For each line below that includes the string "down", show the whole line.
=== Material for this exercise ===
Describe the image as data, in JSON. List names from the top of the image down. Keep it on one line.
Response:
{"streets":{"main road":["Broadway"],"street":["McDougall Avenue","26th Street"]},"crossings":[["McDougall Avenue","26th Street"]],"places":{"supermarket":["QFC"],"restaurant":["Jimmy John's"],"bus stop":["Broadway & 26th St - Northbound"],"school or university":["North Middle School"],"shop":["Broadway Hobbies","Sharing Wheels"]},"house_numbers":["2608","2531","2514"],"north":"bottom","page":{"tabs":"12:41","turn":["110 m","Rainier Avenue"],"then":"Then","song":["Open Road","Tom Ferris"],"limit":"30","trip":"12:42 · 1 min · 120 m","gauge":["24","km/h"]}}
===
=== Material for this exercise ===
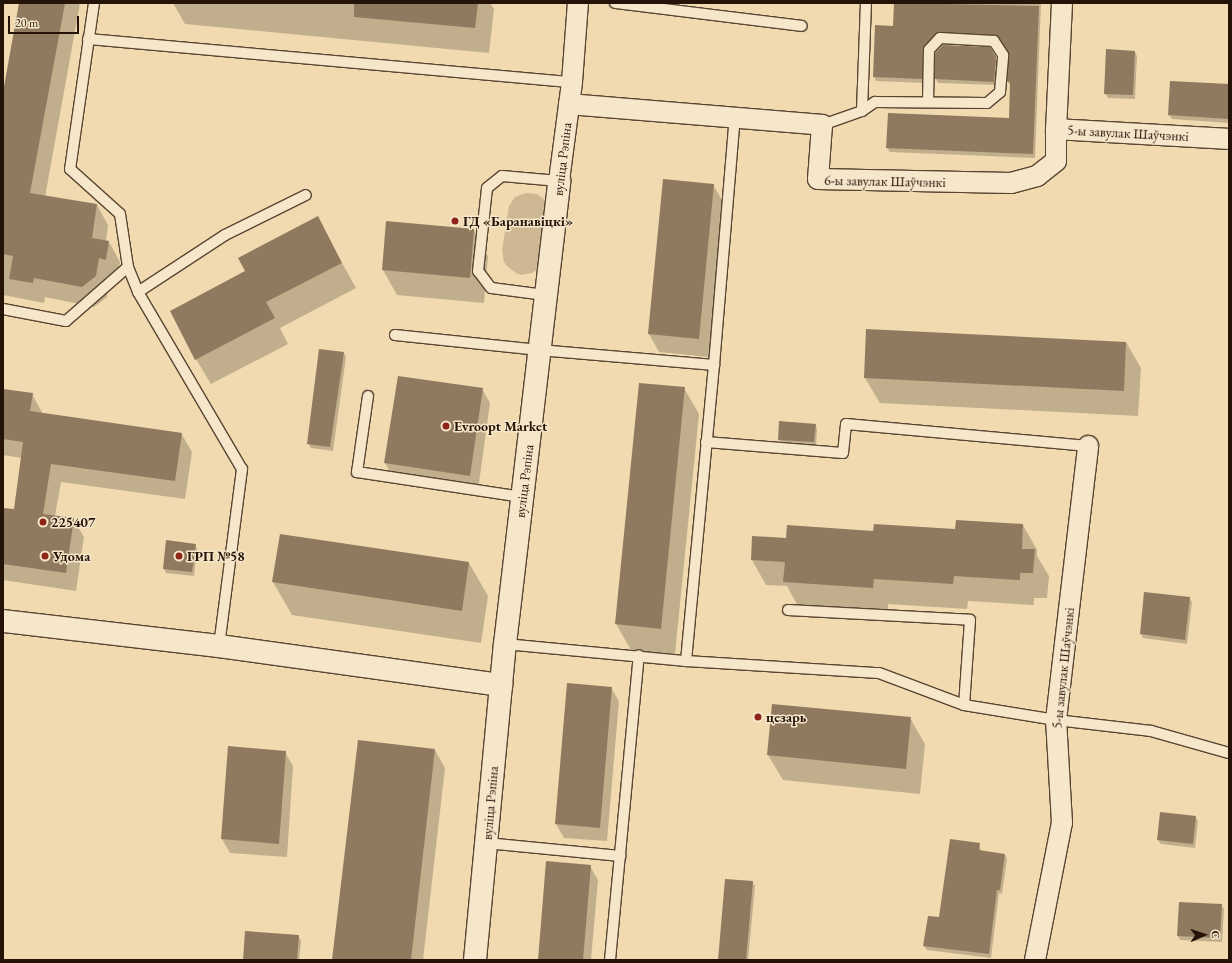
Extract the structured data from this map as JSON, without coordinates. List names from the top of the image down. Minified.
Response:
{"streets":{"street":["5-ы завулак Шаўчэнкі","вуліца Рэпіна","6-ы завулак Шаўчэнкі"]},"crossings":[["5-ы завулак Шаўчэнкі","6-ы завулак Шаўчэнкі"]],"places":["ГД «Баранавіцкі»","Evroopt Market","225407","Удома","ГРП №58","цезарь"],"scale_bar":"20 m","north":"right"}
===
=== Material for this exercise ===
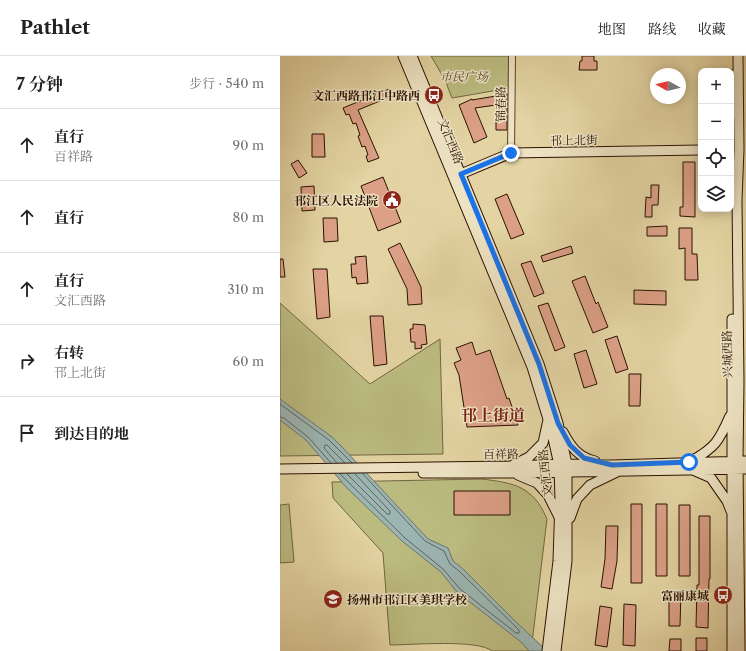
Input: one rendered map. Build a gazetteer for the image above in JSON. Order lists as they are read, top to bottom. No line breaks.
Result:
===
■ Solution to the problem
Describe the image as data, in JSON. List names from the top of the image down. Keep it on one line.
Extract the structured data from this map as JSON, without coordinates. List names from the top of the image down. Minified.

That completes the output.